Glina was first mentioned as a city in June 1284. Later in September 1737, during the threat of the Turks, the Croatian Sabor met in Glina. It was also a post of Ban Jelačić when he became the commander the Military Frontier during the Turkish threat.
During the mid-18th century, Count Ivan Drašković created Freemason lodges in several Croatian cities and towns, including Glina, where officers and other members shared ideas of the Jacobins from the French Revolution, until Emperor Francis II banned them in 1798. In the late 19th and early 20th century, Glina was a district capital in the Zagreb County of the Kingdom of Croatia-Slavonia.

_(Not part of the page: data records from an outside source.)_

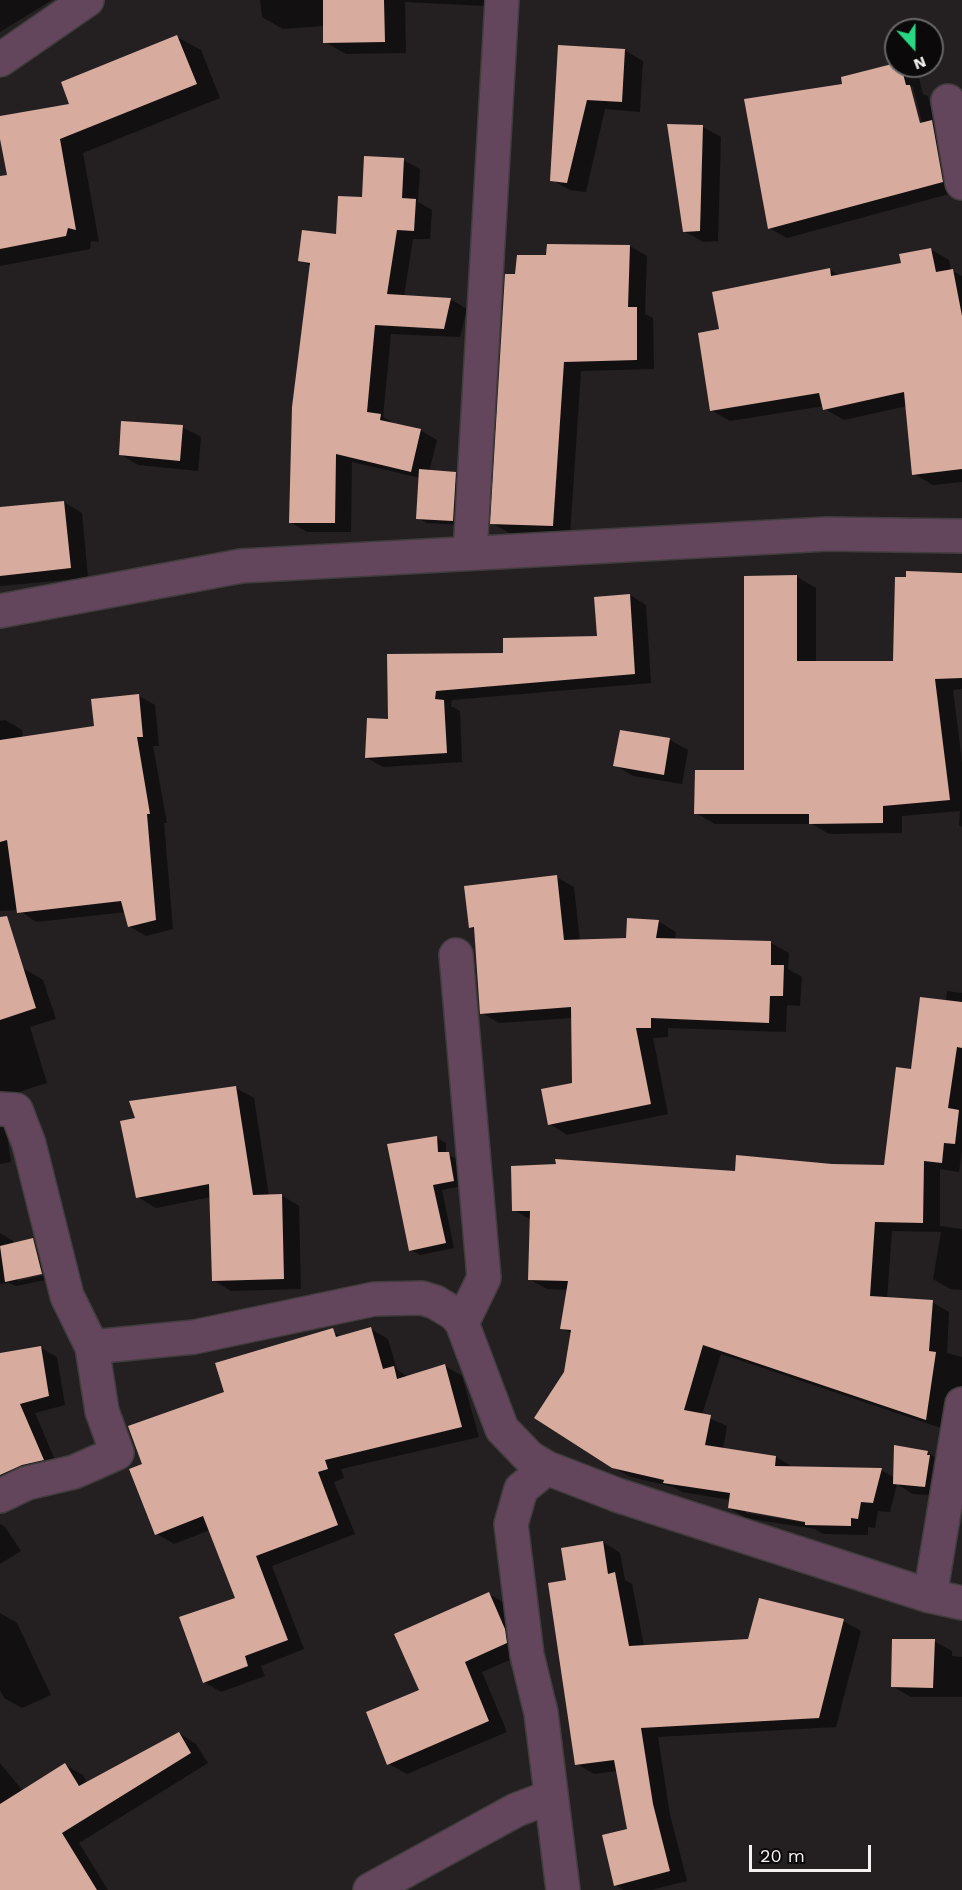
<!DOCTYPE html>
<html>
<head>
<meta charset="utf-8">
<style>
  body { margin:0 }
  #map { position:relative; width:962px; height:1890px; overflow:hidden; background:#241f20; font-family:"Work Sans",sans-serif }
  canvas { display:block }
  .north { position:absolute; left:884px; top:18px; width:60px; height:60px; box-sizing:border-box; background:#0c090a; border:2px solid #696666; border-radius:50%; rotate:159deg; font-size:16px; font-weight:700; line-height:24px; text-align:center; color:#f5f1f1 }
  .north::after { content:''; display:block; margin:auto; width:21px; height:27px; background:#29d885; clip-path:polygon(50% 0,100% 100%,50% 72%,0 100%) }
  .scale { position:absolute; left:749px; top:1845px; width:122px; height:27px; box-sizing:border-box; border:3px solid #f5f1f1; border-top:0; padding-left:8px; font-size:18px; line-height:21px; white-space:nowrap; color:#f5f1f1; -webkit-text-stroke:4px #0c090a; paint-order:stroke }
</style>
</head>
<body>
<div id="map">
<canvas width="962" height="1890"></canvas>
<div class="north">N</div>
<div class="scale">20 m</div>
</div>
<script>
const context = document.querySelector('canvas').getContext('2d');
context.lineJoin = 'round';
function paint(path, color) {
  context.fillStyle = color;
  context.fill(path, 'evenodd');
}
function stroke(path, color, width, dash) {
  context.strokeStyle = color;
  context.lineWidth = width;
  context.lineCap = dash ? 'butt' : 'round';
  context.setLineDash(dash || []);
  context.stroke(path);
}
paint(new Path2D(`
  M0,0h52l-52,32z
  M260,0h246l-1,7 -100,-5 1,51 -60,1 -21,-12 -1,-16 -41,3 -21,-12z
  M177,37l24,13 19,48 -137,55 16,89 -8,-1 -1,8 -90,17v-88l8,-1 -8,-59 71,-13z
  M559,46l65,4 19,11 -3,51 -35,-3 -19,83 -16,-2 -18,-10z
  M896,65l22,9 5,20 5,2 25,97 -166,45 -18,-10 75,-143zM909,87h4l11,43 -3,1z
  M703,127l18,10 -3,104 -15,1 -19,-11z
  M403,160l17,9 -2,33 14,8 -2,29h-17l-9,57 46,3 17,10 -7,28 -69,-3 -8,83 14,8 23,5 17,10 -8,32 26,1 9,5 -2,47 -35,-2 -9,-5 2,-40 -68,-16 -1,70h-44l-17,-10 21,-256 -11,-6 37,-24 26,-38z
  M630,246l17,10 -2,58 8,4 1,51 -73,2 -11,164 -61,-2 -17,-10 25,-248 31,-18z
  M930,249l19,11 2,10 11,6v206l-29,3 -19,-11 -7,-68 -63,14 -19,-11 -1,-3 -94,15 -19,-11 10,-79 109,-61 10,6 63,-12z
  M182,427l19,10 -3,34 -60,-6 -18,-11z
  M64,502l18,11 6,65 -88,8v-77z
  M907,572h55v117l-9,1 9,72v65l-3,-2 1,-14 -58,5v17l-73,1 -17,-10h-97l-19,-11 50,-42 51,-194 19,11v74h78z
  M630,595l16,10 5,78 -199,17 -1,6 9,5 2,51 -79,5 -16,-9 23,-38 -1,-65 116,-1 93,-16z
  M139,696l16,9 4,41h-6l14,77h-3l9,106 -27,7 -17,-10 -3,-14 -90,10 -17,-12 -19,1v-190l5,-1 17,10 1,8 72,-10z
  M622,732l48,8 18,10 -6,34 -49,-8 -18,-11z
  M556,877l18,10 6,54 47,-2 31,-18 18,11 -1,8 96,3 18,10 -1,16 14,8 -2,29 -13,-1 -1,27 -118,-4v9l-15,1 15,76 -101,21 -17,-11 23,-40 -1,-66 -73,5 -17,-10 -6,-83 -6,-3z
  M23,968l20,12 13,39 -26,8 17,56 -45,14 -1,24 6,14 4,27 -11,2v-189z
  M947,991l15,2v159l-3,20 -19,-3v57l22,3v61l-12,-1 -17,-10 8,-47 -49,-1 -5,67 45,4 17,10 -2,41 15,4v36l-12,38 -229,-77 -19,61 25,11 -4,23 53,8 17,10 88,3 14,8 32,-26 18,11 -2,33 -30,-2 -16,-10 -7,28 -12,-1 -3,17 -7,-1v8l-45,-1 -8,-5 -69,-11 -17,-10 1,-8 -48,-8 -9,-5 -42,-10 -19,-10 -47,-94 7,-39 -10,-6 6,-38 -21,-1 -18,-10 2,-59 -17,-10 222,-37 96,-7h53l27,-95 34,-69zM746,1510l66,11v3l-66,-11z
  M236,1088l18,10 15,98 12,-1 18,11 2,83 -70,2 -18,-11 -2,-83 -55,11 -18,-11z
  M437,1138l9,5v11l11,5 5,27 -20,4 12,58 -34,7 -9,-5z
  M0,1233l13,8v4l20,-5 9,5 7,26 -31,7v3l31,-7 1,5 -34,7 -7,-3 -9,1z
  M371,1329l17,10 9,31 12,7 36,-11 17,10 17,61 -138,32 3,9 -10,4 21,52 -83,32 32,83 -43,17 4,10 -44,16 -17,-10 33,-83 -27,-69 -36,14 -17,-10 -13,-69 82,-72 108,-60 8,4z
  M41,1348l16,9 8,48 -30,8 24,56 -59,13v-127z
  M0,1524l5,3 16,24 -21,13z
  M603,1542l17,11 5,27 7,4 12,62 105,-6 94,-19 18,10 -25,96 -178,10 12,78 17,66 -36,9h-27l-9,-5 13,-55 -11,-59 -23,3 -17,-10 -10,-183z
  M489,1594l18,10 17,50 -42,18 25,60 -100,42 -18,-10 32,-73z
  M0,1613l17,10 34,72 -29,13 -18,-10 -4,-8z
  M934,1641l18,10v5l10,1v40h-51l-19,-11z
  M179,1733l17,11 12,19 -129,80 29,47h-108v-127l23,28 42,-26 18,10 4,8z`), '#0007');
paint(new Path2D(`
  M323,0h61l1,42 -62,1z
  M177,35l20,49 -137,55 16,91 -8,-2 -2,8 -66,13v-73l7,-1 -7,-36v-23l69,-12 -8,-22z
  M558,45l67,4 -3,53 -35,-2 -20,83 -17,-2z
  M896,63v3h5l5,19h4l10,38 12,-3 11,62 -175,47 -24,-130 98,-15 -1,-7z
  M667,124l36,1 -3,106 -17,1z
  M364,156l40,2 -2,40 14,1 -2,32 -17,-1 -10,64 64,4 -7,31 -69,-4 -8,87 14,2 -1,6 41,9 -10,43 -75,-18 -1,69h-46l3,-116 18,-144 -12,-2 4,-31 34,4 2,-38 24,1z
  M547,244l83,1 -2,62h9v53l-73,2 -11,164 -63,-2 15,-250h10l2,-19h29z
  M931,248l5,24 17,-3 9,47v153l-50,6 -8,-83 -81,18 -4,-17 -109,18 -12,-78 21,-4 -7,-37 118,-24 1,8 70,-13 -2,-9z
  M121,421l62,4 -3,36 -61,-6z
  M419,469l37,3 -3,49 -37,-2z
  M64,501l7,67 -71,8v-69z
  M906,571l56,2v105l-27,1 15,121 -67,6v17l-74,1v-10h-115l1,-44h49v-194l53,-1v86h96l2,-84h11z
  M630,594l5,80 -199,17 -1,8 9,1 3,53 -82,5 2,-40 21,1 -1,-65 116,-1v-15l94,-2 -3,-39z
  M139,694l4,43h-6l13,77h-3l9,106 -28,7 -7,-26 -104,12 -10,-73 -7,2v-102l94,-14 -3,-27z
  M620,730l50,8 -6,37 -51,-9z
  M557,875l7,65 62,-2 1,-20 32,2 -3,18 115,3v24h13l-1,31h-13l-1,27 -118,-5v10h-15l15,76 -103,21 -7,-36 31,-6 -1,-76 -91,7 -6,-87 -5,1 -5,-42z
  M7,916l29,92 -36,12v-103z
  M920,997l42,5v46l-5,-1 -9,61 11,2 -4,34 -11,-1 -2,20 -18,-2 -1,62 -48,-1 -5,74 63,4 -4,51 7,1 -10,68 -223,-75 -19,65 27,5 -6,30 71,11 -1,10 107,2 -9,35 -12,-1 -3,17 -7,-1v8l-46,-1v-3l-77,-14 2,-15 -67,-10 1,-3 -52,-12 -78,-50 30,-46 7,-42 -11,-1 8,-48 -40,-1 2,-69h-18l-1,-45 45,-2 -1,-5 180,12 1,-16 96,9 52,1 12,-98 15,2z
  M236,1086l17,109 29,-1 2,85 -72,2 -3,-97 -73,14 -16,-77 15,-3 -6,-17z
  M437,1136l1,16h11l5,29 -21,4 13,58 -37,8 -22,-107z
  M33,1238l9,36 -37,8 -5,-36z
  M371,1327l12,42 11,-3 3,13 48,-15 17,63 -137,33 3,9 -10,3 20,53 -82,31 32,84 -43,16 3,10 -45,17 -24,-66 56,-19 -32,-82 -48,19 -26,-66 13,-5 -14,-38 96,-34 -9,-29 118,-35 3,9z
  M41,1346l8,50 -29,8 24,56 -22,5 -22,10v-122z
  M894,1445l34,6 -1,4h3l-5,32 -32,-3z
  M603,1541l5,33 7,-2 14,74 119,-7 11,-41 85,21 -25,99 -178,10 12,76 17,67 -56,15 -12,-51 25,-6 -13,-69 -39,5 -27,-182 18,-3 -5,-32z
  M489,1592l16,37 2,14 -42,19 24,59 -102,44 -21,-53 53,-22 -25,-56z
  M892,1639h43l-2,49 -42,-1z
  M179,1732l12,21 -129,80 35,57h-97v-86l65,-41 14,23z`), '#d7ab9e');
const street = new Path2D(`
  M0,60l87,-60
  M948,101l14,82
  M470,553l32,-553
  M0,611l241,-45 586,-32 135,2
  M456,955l28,323 -22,45
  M0,1109l16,1 13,34 38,152 25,51 102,-10 180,-38 48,-1 13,4 20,12 7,9 40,106 27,28 18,11 70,27 313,101 32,7
  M547,1468l-26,21 -10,35 16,131 14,58 22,177
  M0,1496l27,-13 47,-11 43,-19 -15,-42 -10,-64
  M930,1596l32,-192
  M370,1890l146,-80 34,-13`);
stroke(street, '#413c3d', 36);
stroke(street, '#63465b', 33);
</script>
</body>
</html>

During World War II, Glina was part of the Independent State of Croatia established by the Axis powers as a result of the Invasion of Yugoslavia. There were two Ustaše massacres of Serbs in 1941. On 11–12 May 1941, between 260–300 Serbs died, and on 3 August 1941, as many as 2,000 Serbs were killed, most in the town's Serbian Orthodox Church (see Glina massacre). During the Croatian War of Independence (1991–95), Glina was a town in the unrecognised Republic of Serbian Krajina. On 6 August 1995, Glina became a fully functioning part of Croatia itself after Operation Storm. At the same time, most ethnic Serbs fled. In December 2015, authorities exhumed 56 bodies of Serbs from a mass grave in the Gornje Seliste municipality. They were killed during the Croatian Army's Operation Storm in August 1995. The grave, dug immediately afterward, contained the bodies of Serb civilians and soldiers who died during the military offensive.